One thing you have to say for Chinua Achebe’s Things Fall Apart is that he does not prettify tribal life. He shows how some people are condemned to outcast status by virtue of heredity, how twins are left out to die because they are taken to be some kind of evil cosmic mistake, and how Christianity offered a way to dignity for people abused by tribal custom. For good measure, the tribal society is also polygamous and the main character Okonkwo sometimes beats his wives, or at least one of them. Worst of all, an innocent young boy must die for a crime committed by a member of his tribe, in retributive justice. At the same time, Achebe does show that there was a certain logic and order and even beauty to tribal society, all of which will be greatly disturbed by the arrival of the British.

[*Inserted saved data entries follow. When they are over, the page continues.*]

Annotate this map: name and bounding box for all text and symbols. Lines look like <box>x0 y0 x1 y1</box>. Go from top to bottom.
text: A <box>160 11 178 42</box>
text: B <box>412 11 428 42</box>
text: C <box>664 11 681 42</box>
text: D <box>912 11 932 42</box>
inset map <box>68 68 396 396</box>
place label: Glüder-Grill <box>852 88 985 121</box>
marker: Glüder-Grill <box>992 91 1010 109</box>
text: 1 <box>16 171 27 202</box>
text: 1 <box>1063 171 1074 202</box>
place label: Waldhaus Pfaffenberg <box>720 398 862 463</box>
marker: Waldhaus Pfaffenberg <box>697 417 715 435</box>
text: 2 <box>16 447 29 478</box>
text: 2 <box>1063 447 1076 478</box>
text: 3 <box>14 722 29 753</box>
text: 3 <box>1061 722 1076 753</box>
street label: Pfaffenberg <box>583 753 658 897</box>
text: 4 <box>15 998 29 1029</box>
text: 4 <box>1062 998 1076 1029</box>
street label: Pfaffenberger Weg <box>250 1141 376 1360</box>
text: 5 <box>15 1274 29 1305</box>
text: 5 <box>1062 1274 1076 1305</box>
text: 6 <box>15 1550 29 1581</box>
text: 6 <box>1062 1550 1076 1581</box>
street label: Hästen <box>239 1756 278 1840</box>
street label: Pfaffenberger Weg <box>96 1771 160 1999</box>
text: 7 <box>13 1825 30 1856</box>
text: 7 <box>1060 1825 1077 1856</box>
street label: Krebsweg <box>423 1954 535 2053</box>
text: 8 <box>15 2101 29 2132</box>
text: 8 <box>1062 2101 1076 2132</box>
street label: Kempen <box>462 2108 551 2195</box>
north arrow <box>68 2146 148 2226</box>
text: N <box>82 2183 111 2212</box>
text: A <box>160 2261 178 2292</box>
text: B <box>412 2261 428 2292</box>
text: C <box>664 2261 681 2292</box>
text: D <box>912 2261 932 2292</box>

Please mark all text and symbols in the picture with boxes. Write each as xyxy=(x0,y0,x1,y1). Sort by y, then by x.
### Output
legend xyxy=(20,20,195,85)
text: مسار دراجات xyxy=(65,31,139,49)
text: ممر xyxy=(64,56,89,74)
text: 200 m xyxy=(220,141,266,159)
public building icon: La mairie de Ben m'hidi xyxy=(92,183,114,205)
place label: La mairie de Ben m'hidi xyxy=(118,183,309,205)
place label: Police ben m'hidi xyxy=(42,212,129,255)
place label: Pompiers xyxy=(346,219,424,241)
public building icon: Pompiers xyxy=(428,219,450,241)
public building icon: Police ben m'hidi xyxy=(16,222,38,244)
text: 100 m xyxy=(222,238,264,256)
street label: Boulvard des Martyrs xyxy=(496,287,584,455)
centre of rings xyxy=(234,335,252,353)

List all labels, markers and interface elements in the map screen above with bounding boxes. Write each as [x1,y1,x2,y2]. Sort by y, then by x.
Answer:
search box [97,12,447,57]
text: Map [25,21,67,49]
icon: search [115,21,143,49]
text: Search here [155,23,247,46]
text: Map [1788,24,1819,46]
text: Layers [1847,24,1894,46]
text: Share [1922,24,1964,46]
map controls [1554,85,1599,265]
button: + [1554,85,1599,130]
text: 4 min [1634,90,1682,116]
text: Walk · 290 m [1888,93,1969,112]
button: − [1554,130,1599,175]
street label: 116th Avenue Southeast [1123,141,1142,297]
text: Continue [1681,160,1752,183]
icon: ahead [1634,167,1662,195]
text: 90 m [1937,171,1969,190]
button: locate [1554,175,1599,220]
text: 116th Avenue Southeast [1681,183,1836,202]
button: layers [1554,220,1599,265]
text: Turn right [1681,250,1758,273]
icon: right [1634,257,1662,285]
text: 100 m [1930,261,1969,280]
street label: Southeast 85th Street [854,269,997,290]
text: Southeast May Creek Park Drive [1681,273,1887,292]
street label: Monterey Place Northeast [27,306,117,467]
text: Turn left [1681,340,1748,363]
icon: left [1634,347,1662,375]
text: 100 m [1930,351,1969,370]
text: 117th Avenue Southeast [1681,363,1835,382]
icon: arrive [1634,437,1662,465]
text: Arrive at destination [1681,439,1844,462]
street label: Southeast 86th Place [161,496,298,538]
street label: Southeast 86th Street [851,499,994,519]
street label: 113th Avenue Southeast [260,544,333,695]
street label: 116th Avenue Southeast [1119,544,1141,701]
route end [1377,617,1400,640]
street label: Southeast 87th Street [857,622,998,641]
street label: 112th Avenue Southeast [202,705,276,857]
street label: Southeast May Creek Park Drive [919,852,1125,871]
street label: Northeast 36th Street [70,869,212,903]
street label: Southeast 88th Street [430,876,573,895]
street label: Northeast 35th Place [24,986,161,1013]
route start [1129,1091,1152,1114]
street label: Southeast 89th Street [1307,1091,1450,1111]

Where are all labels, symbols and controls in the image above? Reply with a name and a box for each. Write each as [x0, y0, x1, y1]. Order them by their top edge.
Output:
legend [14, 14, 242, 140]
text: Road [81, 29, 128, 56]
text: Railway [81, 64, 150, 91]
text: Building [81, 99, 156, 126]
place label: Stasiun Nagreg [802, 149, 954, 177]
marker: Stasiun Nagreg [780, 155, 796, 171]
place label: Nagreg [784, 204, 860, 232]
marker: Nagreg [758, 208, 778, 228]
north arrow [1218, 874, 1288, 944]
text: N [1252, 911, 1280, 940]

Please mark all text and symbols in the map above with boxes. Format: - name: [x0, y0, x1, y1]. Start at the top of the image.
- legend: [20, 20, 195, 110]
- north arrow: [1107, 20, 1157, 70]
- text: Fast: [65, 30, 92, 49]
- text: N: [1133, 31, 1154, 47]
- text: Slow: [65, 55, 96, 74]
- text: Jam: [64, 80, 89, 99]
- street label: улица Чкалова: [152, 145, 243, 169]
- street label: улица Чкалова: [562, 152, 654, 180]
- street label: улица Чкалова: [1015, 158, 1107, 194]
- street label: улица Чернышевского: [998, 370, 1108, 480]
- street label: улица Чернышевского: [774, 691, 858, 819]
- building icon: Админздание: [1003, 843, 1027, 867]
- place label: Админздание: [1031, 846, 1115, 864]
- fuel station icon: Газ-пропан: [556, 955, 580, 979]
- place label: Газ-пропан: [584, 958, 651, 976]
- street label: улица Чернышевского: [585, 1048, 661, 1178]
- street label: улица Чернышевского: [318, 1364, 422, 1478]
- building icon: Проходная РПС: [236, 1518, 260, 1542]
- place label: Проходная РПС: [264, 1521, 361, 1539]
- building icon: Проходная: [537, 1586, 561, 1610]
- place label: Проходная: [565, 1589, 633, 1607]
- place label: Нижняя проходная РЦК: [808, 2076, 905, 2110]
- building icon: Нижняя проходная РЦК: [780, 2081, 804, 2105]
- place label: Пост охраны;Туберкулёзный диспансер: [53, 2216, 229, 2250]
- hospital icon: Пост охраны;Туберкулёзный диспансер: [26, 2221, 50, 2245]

Achebe continues his exposure of the African-European encounter in his next novel, No Longer at Ease, in which he shows how tribal customs and expectations persist even under colonial rule, and how a young man is expected by his tribe to gain boons for them once he is employed by the colonial government. This is the groundwork for the notorious corruption of modern African societies.
Achebe’s later novels deal with Africa after independence, and are just as honest about exposing the problems in African society and experiments with self-rule. Characters sometimes wish the British were back.
The title Things Fall Apart comes from Yeats and No Longer at Ease from Eliot. Achebe thus establishes a continuity with the Western novel.